» INFORMATION SHOWN:
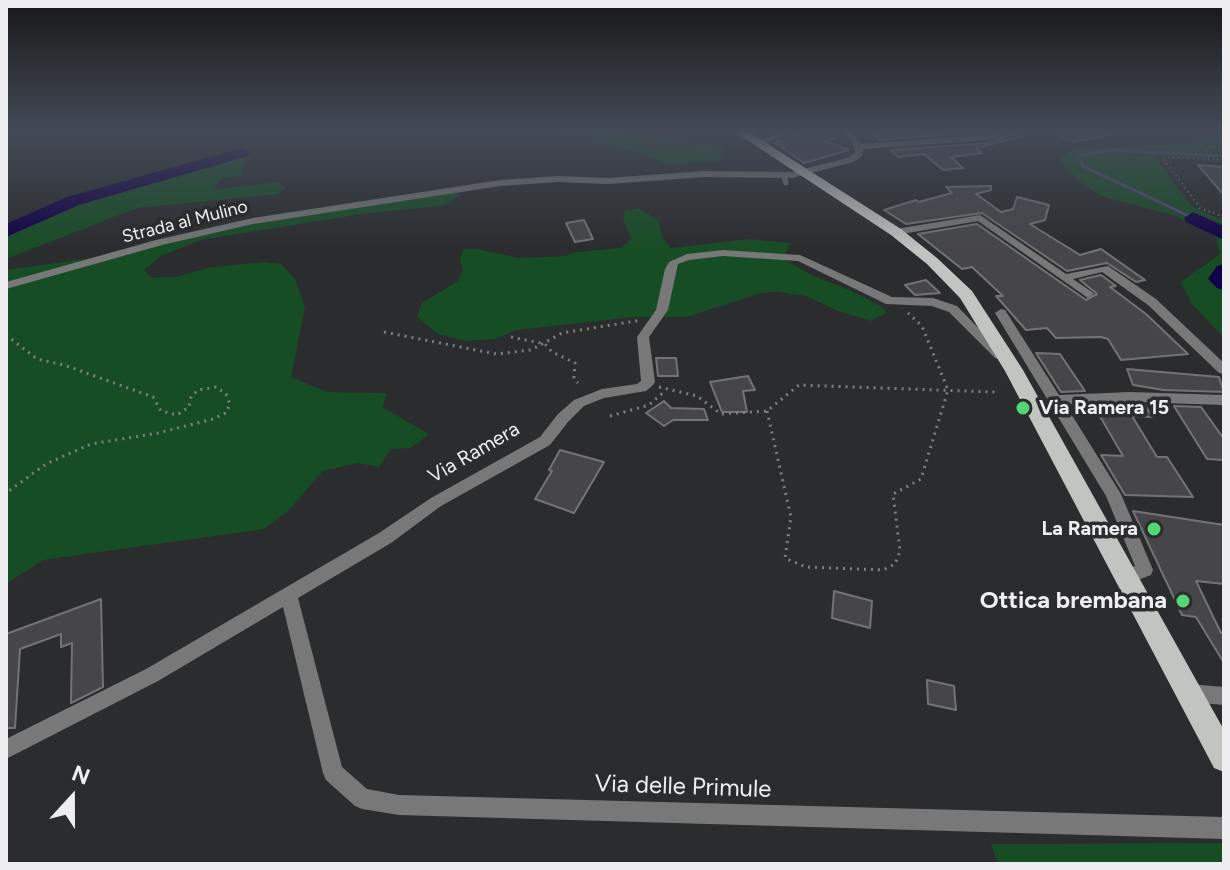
<!DOCTYPE html>
<style>
body{margin:0}
#map{position:relative;width:1230px;height:870px;overflow:hidden;background:#2b2c2e;font-family:Figtree,sans-serif}
canvas{display:block}
.frame{position:absolute;inset:0;border:8px solid #eeeef0;pointer-events:none}
.north{position:absolute;left:32px;top:758px;width:80px;height:80px;-webkit-text-stroke:6px #2b2c2e;paint-order:stroke;rotate:21deg;font-size:22px;font-weight:700;line-height:32px;text-align:center;color:#eeeef0}
.north::after{content:'';display:block;margin:auto;width:28px;height:36px;background:#eeeef0;clip-path:polygon(50% 0,100% 100%,50% 72%,0 100%)}
</style>
<div id="map">
<canvas width="1230" height="870"></canvas>
<div class="frame"></div>
<div class="north">N</div>
</div>
<script>
const ctx = document.querySelector('canvas').getContext('2d');
ctx.lineJoin = 'round';
function fillPath(path, color) { ctx.fillStyle = color; ctx.fill(path, 'evenodd'); }
const toPath = rows => new Path2D(rows.map(r => 'M' + r).join(''));
function stroke(path, color, width, dash) { ctx.strokeStyle = color; ctx.lineWidth = width; ctx.lineCap = dash ? 'butt' : 'round'; ctx.setLineDash(dash || []); ctx.stroke(path); }
function drawText(font, color, halo, rows, align = 'center') {
  ctx.font = font + ' Figtree,sans-serif'; ctx.lineWidth = 7; ctx.setLineDash([]); ctx.textBaseline = 'middle'; ctx.strokeStyle = halo; ctx.fillStyle = color; for (const [text, x, y, turn = 0] of rows) {
    ctx.save(); ctx.translate(x, y); ctx.rotate((+turn || 0) * Math.PI / 180); ctx.textAlign = isNaN(turn) ? turn : align; if (halo) ctx.strokeText(text, 0, 0); ctx.fillText(text, 0, 0); ctx.restore();
  }
}
fillPath(toPath([
 [543,130,595,130,723,147,721,161,668,164,623,148],
 [1224,135,1224,159,1155,157,1191,206,1224,221,1224,338,1191,303,1181,282,1220,254,1216,237,1177,216,1101,196,1077,179,1059,160,1073,148,1199,144,1203,139],
 [247,147,242,175,221,178,213,190,276,182,286,187,278,194,137,208,6,259,6,225,64,202],
 [436,190,461,194,442,206,368,213,200,240,161,256,144,270,152,278,175,277,213,267,265,262,281,264,295,279,305,307,291,377,327,392,387,393,382,407,429,434,411,448,391,449,379,467,358,463,323,471,288,511,264,529,43,560,6,584,6,270,92,258,254,219],
 [638,208,659,221,662,237,671,248,749,239,790,243,783,259,814,276,852,291,882,307,886,313,871,321,838,311,806,296,777,292,761,293,687,317,634,317,516,330,495,339,465,341,438,334,417,317,422,303,458,281,463,271,460,259,463,250,472,248,519,258,565,256,577,252,621,248,631,239,623,219,625,211],
 [1224,843,1224,864,998,864,991,844]
]), '#174d24');
stroke(toPath([
 [1193,218,1083,166,1079,156,1111,150,1224,156]
]), '#53477a', 3);
fillPath(toPath([
 [242,148,248,150,250,153,248,156,79,205,6,237,6,224,67,197,242,148],
 [1193,212,1224,226,1224,240,1186,222,1184,218,1193,212],
 [1224,264,1224,290,1217,288,1208,279,1217,266,1224,264]
]), '#110047');
const building = toPath([
 [806,130,838,130,840,138,823,140,849,150,804,163,775,143,806,130],
 [921,130,993,130,880,140,874,134,921,130],
 [1052,130,1110,130,1110,135,1073,142,1052,130],
 [1011,133,1020,137,976,148,982,153,951,157,963,168,943,170,924,154,898,157,891,150,989,143,1011,133],
 [1198,165,1224,167,1224,195,1198,165],
 [991,186,991,190,976,194,1001,212,1013,209,1017,197,1049,205,1045,220,1030,224,1080,255,1101,249,1145,280,1136,282,1107,263,1067,271,982,213,906,224,884,210,916,200,919,202,952,193,946,187,991,186],
 [584,220,593,239,575,242,566,223,584,220],
 [977,224,1086,300,1097,294,1080,280,1101,275,1116,286,1110,287,1146,314,1188,354,1121,360,1108,339,1101,337,1056,338,1047,328,1026,330,996,296,1003,296,972,267,962,269,918,234,977,224],
 [926,280,940,293,915,295,905,285,926,280],
 [1036,353,1060,354,1085,391,1061,392,1036,353],
 [656,358,676,358,678,376,658,376,656,358],
 [1127,369,1219,377,1224,392,1164,390,1133,385,1127,369],
 [748,376,755,390,743,391,747,412,722,412,710,382,748,376],
 [664,401,671,408,704,409,708,420,673,420,664,426,646,413,664,401],
 [1145,405,1152,417,1132,416,1157,457,1167,457,1193,497,1125,495,1101,455,1123,456,1094,406,1145,405],
 [1174,406,1201,407,1224,439,1224,460,1207,459,1174,406],
 [560,450,604,462,574,513,535,499,552,471,549,470,560,450],
 [1133,511,1224,525,1224,584,1196,581,1221,633,1224,633,1224,663,1196,617,1182,615,1133,511],
 [834,591,872,601,870,628,832,618,834,591],
 [101,599,103,687,71,703,72,643,61,647,61,634,20,649,15,728,6,728,6,634,101,599],
 [927,680,954,686,956,710,928,704,927,680]
]);
fillPath(building, '#464649');
stroke(building, '#737376', 2);
stroke(toPath([
 [1182,130,1203,147],
 [1218,160,1203,147,1224,147],
 [1224,160,1162,157,1200,208,1224,217]
]), '#7e7f81', 2, [1, 4]);
stroke(toPath([
 [384,332,496,354,531,350,562,333,642,320],
 [6,335,37,359,64,365,153,397,161,411,177,415,189,407,191,397,198,390,216,387,226,394,230,404,226,413,213,419,158,433,91,444,46,464,6,493],
 [511,337,545,344,552,352,575,363,574,378,578,383],
 [659,387,697,396,721,414,767,411,799,385,996,392],
 [767,411,791,517,785,558,806,567,883,570,895,564,900,551,893,494,921,479,948,390,922,326,908,313],
 [610,416,649,405,665,391]
]), '#7e7f81', 3, [2, 5]);
stroke(toPath([
 [783,174,786,183]
]), '#777877', 5);
fillPath(toPath([
 [785,130,796,130,762,145,755,143,785,130],
 [841,130,849,130,861,144,988,135,1000,130,1011,130,989,140,863,149,862,156,853,162,792,178,704,177,608,184,558,182,500,186,253,224,162,245,6,289,6,282,156,240,253,218,500,180,558,176,608,178,704,171,792,172,847,158,855,153,855,147,841,130],
 [980,215,1066,274,1108,266,1156,299,1224,363,1224,374,1219,373,1148,305,1102,272,1073,279,1092,292,1094,294,1088,298,978,221,896,235,891,232,896,229,980,215],
 [723,250,800,255,892,297,933,298,957,306,1005,355,999,359,995,358,949,312,932,306,886,304,798,261,723,256,689,260,678,264,668,310,649,337,655,382,653,385,646,391,604,398,584,406,568,422,550,445,441,506,391,543,298,598,342,767,367,789,399,795,1224,817,1224,839,399,815,362,809,355,806,326,780,323,773,283,607,158,681,6,759,6,739,146,669,379,533,431,498,540,437,558,414,574,400,602,389,637,384,641,381,637,337,656,310,665,269,669,262,687,254,723,250],
 [1001,309,1005,310,1059,395,1130,392,1224,395,1224,405,1130,402,1065,404,1121,494,1153,570,1151,575,1125,585,1119,583,1117,578,1119,573,1135,566,1106,496,995,313,1001,309],
 [1189,684,1224,687,1224,705,1189,702,1182,700,1180,693,1182,686,1189,684]
]), '#777877');
fillPath(toPath([
 [732,130,746,130,901,229,937,258,972,291,1023,370,1224,730,1224,772,1214,768,1005,371,960,298,927,264,891,235,732,130]
]), '#c2c4c2');
const sky = ctx.createLinearGradient(0, 0, 0, 251);
sky.addColorStop(0, '#181819');
sky.addColorStop(0.52, '#444b57');
sky.addColorStop(1, '#444b5700');
ctx.fillStyle = sky;
ctx.fillRect(0, 0, 1230, 251);
for (const [x, y, r, color] of [
 [1023,408,8,"#54d672"],
 [1154,529,8,"#54d672"],
 [1183,601,8,"#54d672"]
]) { const dot = new Path2D(); dot.arc(x, y, r, 0, 2 * Math.PI); ctx.fillStyle = color; ctx.fill(dot); stroke(dot, '#2b2c2e', 3); }
drawText('18px', '#eeeef0', '#2b2c2e', [
 ["Strada al Mulino",185,222,-14]
]);
drawText('bold 20px', '#eeeef0', '#2b2c2e', [
 ["Via Ramera 15",1039,408],
 ["La Ramera",1138,529,"right"]
], 'left');
drawText('20px', '#eeeef0', '#2b2c2e', [
 ["Via Ramera",474,453,-30]
]);
drawText('bold 24px', '#eeeef0', '#2b2c2e', [
 ["Ottica brembana",1167,601]
], 'right');
drawText('24px', '#eeeef0', '#2b2c2e', [
 ["Via delle Primule",683,787,2]
]);
</script>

» WORK TO COMPLETE: Copy every line of the data that holds the string "function".

» TASK RESULT:
function fillPath(path, color) { ctx.fillStyle = color; ctx.fill(path, 'evenodd'); }
function stroke(path, color, width, dash) { ctx.strokeStyle = color; ctx.lineWidth = width; ctx.lineCap = dash ? 'butt' : 'round'; ctx.setLineDash(dash || []); ctx.stroke(path); }
function drawText(font, color, halo, rows, align = 'center') {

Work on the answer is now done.